Television I find myself unmoved by all the fuss about the “death” of the Malcolm Pointon in Paul Watson’s documentary on Alzheimer’s. OK, probably we should all wait till we have seen the programme (Malcolm and Barbara: love’s farewell) before pontificating. But according to the reports, the programme ends with Malcolm closing his eyes and slipping away. The message is pretty clear: he dies. It is only prurience on the part of the viewer to want to know whether we’ve just watched him falling into a coma or really dying.

I should add that I have never imagined that television phone-in competitions were anything other than “fixed”, at some level. And I’ve always known that premium rate phone numbers were making money for someone who was not me. So I am fairly unmoved by that scandal too. I  suppose I was bit taken aback that it went as far as Blue Peter – though, since the revelation that they had done a surreptitious dog-swap in the early 1960s so as not to have to confess to the viewers that “Petra” had actually died, it has been fairly clear that the usual standards apply to them as well.

What I find more surprising is that so many people seem to imagine that television can serve up unmediated “reality”.

As any Media Studies A level student would know (and there’s a good argument here for having more of that much-maligned subject not less) television and radio do not serve up unmediated “reality”. It’s not that they don’t deliver truth, but it’s not – and cant be – the truth of the “real” world.

This is brought home to you pretty strongly if you’ve ever been one of those talking heads on a television documentary. It’s not that you didn’t actually say the things that you are broadcast saying (they are not that clever with the CGI yet) – but you probably didn’t say it in quite that order, or in quite that context.

It often goes a bit like this.
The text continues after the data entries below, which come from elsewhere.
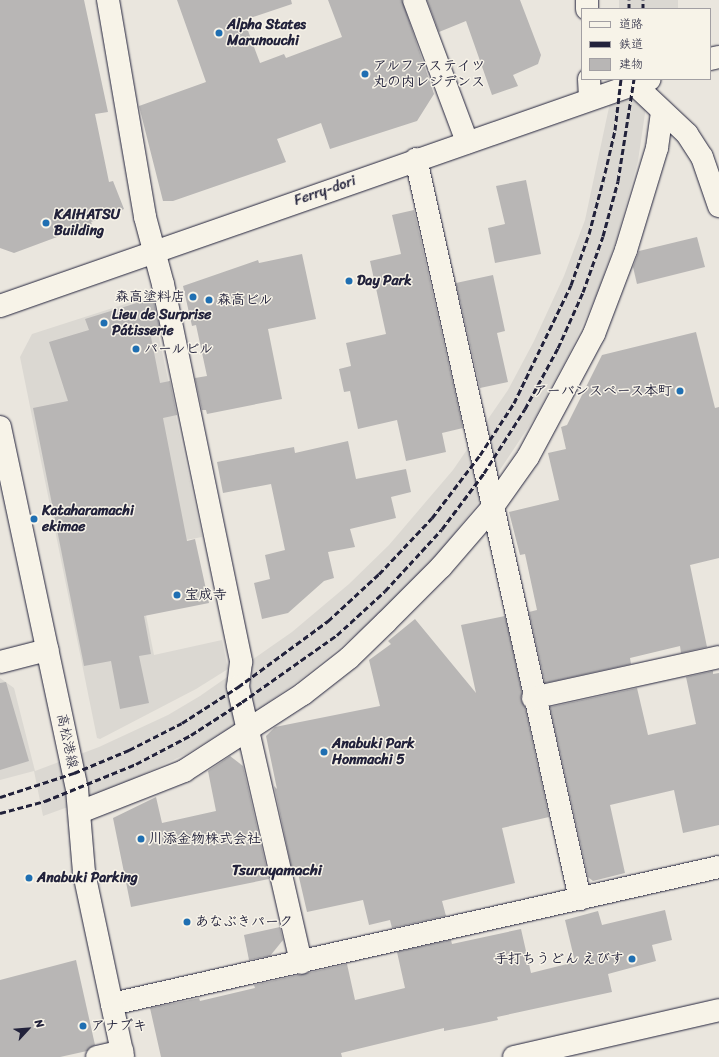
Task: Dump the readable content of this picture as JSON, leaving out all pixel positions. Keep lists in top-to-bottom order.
{
  "streets": {
    "street": ["Ferry-dori", "高松港線"]
  },
  "districts": ["Tsuruyamachi"],
  "places": [
    "Alpha States Marunouchi",
    "アルファステイツ 丸の内レジデンス",
    "KAIHATSU Building",
    "Day Park",
    "森高塗料店",
    "森高ビル",
    "Lieu de Surprise Pátisserie",
    "パールビル",
    "アーバンスペース本町",
    "Kataharamachi ekimae",
    "宝成寺",
    "Anabuki Park Honmachi 5",
    "川添金物株式会社",
    "Anabuki Parking",
    "あなぶきパーク",
    "手打ちうどん えびす",
    "アナブキ"
  ],
  "legend": ["道路", "鉄道", "建物"],
  "north": "top right"
}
You say:  “Of course, ancient sexuality was in all kinds of ways more free and laid back than our own, but what you really have to remember is that it was also governed by rules that we don’t have – so that on balance I’d say that the Romans were actually more ‘repressed’ than we are”

What is broadcast?  “Of course, ancient sexuality was in all kinds of ways more free and laid back than our own.”

I’m not complaining particularly. After all, most of us go into this with our eyes open – and anyway we should probably learn to speak in snappier sound-bites, so that the key second half of our complicated sentences cant just be cut out.

But no more are you getting the literal truth of what Mary Beard said, than you are getting the actual moment of the death of Malcolm Pointon. The question is whether it’s “truthful” in the representational sense of the word?

My gut feeling is that the Pointon film passes that test. That the Queen being shown apparently stomping out, when she was in fact stomping in, doesn’t.

Posted by Mary Beard on August 3, 2007 in Comment , Culture | Permalink | Comments (8) | Email this post

Comments

Anthony... much less 'conventional' than we like to imagine. In fact there is something very disconcerting about the way scholars happily generalize about sexual practice in antiquity (when they know that they could never be so certain about the age in which they themselves live! )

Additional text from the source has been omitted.